WORK TO COMPLETE –
Keep every line in which "setLineDash" occurs and drop the rest of the data.

Start of Block

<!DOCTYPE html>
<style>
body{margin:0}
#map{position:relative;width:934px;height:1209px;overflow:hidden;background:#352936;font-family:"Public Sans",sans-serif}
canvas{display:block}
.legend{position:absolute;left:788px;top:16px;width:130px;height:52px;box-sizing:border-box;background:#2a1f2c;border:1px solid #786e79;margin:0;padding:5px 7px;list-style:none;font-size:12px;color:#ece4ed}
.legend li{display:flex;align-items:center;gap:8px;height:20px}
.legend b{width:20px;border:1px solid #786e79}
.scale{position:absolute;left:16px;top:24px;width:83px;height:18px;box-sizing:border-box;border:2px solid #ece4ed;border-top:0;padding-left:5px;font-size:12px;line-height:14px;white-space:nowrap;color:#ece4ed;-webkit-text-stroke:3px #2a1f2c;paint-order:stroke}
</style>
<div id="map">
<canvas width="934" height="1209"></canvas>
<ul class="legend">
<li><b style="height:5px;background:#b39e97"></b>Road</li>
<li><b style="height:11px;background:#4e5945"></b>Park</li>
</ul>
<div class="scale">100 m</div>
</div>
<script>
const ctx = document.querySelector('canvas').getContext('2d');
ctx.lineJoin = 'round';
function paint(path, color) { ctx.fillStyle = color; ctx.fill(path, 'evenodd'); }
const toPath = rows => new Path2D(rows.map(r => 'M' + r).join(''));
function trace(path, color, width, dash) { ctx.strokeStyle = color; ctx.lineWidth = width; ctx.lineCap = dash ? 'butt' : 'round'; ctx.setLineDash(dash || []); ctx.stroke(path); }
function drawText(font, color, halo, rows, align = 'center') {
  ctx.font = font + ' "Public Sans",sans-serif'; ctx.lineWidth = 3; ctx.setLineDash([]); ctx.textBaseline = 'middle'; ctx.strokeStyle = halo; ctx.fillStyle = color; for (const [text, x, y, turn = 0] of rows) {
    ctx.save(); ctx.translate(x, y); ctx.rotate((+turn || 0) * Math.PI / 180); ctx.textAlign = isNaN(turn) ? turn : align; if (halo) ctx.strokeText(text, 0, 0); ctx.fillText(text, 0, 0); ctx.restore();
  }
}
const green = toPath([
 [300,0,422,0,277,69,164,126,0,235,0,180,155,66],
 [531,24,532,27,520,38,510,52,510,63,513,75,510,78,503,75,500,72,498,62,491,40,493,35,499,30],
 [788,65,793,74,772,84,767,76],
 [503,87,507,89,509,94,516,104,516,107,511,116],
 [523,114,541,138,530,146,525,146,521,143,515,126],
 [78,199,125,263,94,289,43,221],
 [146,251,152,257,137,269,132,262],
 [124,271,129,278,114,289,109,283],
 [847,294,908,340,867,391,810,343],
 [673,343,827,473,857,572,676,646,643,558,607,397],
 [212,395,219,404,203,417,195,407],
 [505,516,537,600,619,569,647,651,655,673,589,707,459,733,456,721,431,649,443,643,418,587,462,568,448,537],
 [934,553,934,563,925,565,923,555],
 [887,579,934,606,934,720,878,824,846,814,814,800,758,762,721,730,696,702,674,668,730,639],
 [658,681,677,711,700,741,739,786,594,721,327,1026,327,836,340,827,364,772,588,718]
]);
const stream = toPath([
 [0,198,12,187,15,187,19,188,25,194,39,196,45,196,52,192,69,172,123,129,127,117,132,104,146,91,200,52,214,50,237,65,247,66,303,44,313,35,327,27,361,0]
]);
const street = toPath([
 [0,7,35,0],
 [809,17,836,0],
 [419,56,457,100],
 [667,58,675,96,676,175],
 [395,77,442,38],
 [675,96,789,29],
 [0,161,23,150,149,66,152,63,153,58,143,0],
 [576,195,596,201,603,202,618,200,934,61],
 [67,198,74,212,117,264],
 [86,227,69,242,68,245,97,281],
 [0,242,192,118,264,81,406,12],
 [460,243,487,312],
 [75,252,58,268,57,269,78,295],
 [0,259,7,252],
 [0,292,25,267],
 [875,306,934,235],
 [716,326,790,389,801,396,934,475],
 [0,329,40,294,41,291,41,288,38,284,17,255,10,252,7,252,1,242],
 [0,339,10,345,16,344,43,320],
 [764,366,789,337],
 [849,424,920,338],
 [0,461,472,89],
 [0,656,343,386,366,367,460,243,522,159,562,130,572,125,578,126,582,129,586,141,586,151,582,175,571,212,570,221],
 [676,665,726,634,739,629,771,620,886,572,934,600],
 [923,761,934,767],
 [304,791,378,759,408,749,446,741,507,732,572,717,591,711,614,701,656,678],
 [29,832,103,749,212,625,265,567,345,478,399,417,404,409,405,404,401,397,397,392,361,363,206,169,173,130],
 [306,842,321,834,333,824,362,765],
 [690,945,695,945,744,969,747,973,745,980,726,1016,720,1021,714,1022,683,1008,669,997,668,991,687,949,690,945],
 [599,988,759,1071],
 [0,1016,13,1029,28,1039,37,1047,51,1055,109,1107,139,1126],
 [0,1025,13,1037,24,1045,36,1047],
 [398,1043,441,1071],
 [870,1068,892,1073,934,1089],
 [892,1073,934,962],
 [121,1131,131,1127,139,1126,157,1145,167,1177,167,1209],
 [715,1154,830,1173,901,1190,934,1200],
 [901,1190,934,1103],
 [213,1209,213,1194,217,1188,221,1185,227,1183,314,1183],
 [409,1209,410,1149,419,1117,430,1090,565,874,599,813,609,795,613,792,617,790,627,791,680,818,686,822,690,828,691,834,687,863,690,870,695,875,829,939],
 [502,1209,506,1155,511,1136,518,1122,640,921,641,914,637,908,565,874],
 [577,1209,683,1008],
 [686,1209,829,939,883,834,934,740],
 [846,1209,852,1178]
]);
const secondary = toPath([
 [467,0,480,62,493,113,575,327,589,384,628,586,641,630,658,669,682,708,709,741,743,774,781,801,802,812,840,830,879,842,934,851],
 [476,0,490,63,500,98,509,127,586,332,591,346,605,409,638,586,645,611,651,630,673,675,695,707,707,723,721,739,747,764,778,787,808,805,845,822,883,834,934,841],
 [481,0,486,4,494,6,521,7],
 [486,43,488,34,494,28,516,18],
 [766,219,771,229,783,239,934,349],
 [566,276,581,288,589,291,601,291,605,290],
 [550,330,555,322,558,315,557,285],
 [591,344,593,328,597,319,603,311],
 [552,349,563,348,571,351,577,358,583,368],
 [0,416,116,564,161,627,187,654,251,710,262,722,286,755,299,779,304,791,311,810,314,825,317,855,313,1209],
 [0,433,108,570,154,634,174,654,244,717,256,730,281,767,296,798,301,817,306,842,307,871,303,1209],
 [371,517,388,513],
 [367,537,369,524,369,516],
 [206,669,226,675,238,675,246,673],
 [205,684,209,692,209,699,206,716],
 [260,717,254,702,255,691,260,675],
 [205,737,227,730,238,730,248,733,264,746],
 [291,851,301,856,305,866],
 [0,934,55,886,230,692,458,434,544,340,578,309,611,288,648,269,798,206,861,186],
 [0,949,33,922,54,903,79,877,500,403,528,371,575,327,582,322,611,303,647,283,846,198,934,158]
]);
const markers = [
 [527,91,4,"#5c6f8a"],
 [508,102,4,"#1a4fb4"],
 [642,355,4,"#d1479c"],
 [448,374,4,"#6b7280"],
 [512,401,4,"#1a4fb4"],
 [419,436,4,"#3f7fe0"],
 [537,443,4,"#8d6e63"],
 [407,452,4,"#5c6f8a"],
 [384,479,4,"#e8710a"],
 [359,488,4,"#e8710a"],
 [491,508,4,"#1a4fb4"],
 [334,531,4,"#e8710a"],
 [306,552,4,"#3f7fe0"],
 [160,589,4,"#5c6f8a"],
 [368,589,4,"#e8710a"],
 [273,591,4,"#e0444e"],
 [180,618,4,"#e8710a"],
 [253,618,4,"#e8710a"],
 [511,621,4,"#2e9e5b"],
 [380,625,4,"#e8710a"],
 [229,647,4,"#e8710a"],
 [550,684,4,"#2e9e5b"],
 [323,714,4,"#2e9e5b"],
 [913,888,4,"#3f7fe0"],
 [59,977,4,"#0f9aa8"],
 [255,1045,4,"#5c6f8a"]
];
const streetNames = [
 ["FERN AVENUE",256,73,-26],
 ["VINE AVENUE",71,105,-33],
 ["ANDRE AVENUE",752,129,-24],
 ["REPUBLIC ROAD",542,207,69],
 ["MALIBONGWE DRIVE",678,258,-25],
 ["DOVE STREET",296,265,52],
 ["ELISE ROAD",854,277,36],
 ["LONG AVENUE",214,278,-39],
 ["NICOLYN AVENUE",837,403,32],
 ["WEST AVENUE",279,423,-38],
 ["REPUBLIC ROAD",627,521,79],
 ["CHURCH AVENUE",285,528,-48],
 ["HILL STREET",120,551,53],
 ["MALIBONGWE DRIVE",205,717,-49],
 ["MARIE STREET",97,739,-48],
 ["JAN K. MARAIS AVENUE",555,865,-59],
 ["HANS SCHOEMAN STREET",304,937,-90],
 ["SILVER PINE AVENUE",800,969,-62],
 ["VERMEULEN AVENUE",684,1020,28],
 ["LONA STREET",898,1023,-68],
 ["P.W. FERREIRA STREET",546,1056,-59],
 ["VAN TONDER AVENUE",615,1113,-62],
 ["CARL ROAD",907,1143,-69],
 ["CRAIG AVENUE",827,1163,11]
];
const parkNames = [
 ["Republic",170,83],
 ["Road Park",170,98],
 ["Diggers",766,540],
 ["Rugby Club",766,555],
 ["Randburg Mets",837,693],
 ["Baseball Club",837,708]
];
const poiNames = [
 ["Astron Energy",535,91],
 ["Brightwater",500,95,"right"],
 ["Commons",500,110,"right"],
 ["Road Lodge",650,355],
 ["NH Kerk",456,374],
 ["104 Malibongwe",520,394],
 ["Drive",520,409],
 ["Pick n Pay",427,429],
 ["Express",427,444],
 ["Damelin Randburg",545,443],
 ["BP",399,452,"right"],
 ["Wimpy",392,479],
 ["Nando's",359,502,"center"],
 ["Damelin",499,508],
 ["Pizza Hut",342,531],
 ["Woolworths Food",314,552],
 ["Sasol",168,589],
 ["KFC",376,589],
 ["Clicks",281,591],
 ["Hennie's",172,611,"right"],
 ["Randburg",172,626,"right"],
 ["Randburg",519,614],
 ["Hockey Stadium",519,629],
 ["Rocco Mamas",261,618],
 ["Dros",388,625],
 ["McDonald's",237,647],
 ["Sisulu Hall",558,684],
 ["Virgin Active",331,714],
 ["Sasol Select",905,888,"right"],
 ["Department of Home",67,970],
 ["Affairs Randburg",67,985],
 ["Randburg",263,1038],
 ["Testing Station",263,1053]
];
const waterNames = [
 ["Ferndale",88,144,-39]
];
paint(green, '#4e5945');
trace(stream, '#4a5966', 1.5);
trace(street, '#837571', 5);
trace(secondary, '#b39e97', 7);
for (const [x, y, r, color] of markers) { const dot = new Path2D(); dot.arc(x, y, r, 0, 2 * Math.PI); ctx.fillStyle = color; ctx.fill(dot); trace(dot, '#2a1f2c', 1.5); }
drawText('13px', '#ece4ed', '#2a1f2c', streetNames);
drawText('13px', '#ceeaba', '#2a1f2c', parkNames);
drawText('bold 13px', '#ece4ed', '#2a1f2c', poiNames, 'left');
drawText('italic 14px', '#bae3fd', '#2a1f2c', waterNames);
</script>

End of Block

ANSWER BOX –
function trace(path, color, width, dash) { ctx.strokeStyle = color; ctx.lineWidth = width; ctx.lineCap = dash ? 'butt' : 'round'; ctx.setLineDash(dash || []); ctx.stroke(path); }
  ctx.font = font + ' "Public Sans",sans-serif'; ctx.lineWidth = 3; ctx.setLineDash([]); ctx.textBaseline = 'middle'; ctx.strokeStyle = halo; ctx.fillStyle = color; for (const [text, x, y, turn = 0] of rows) {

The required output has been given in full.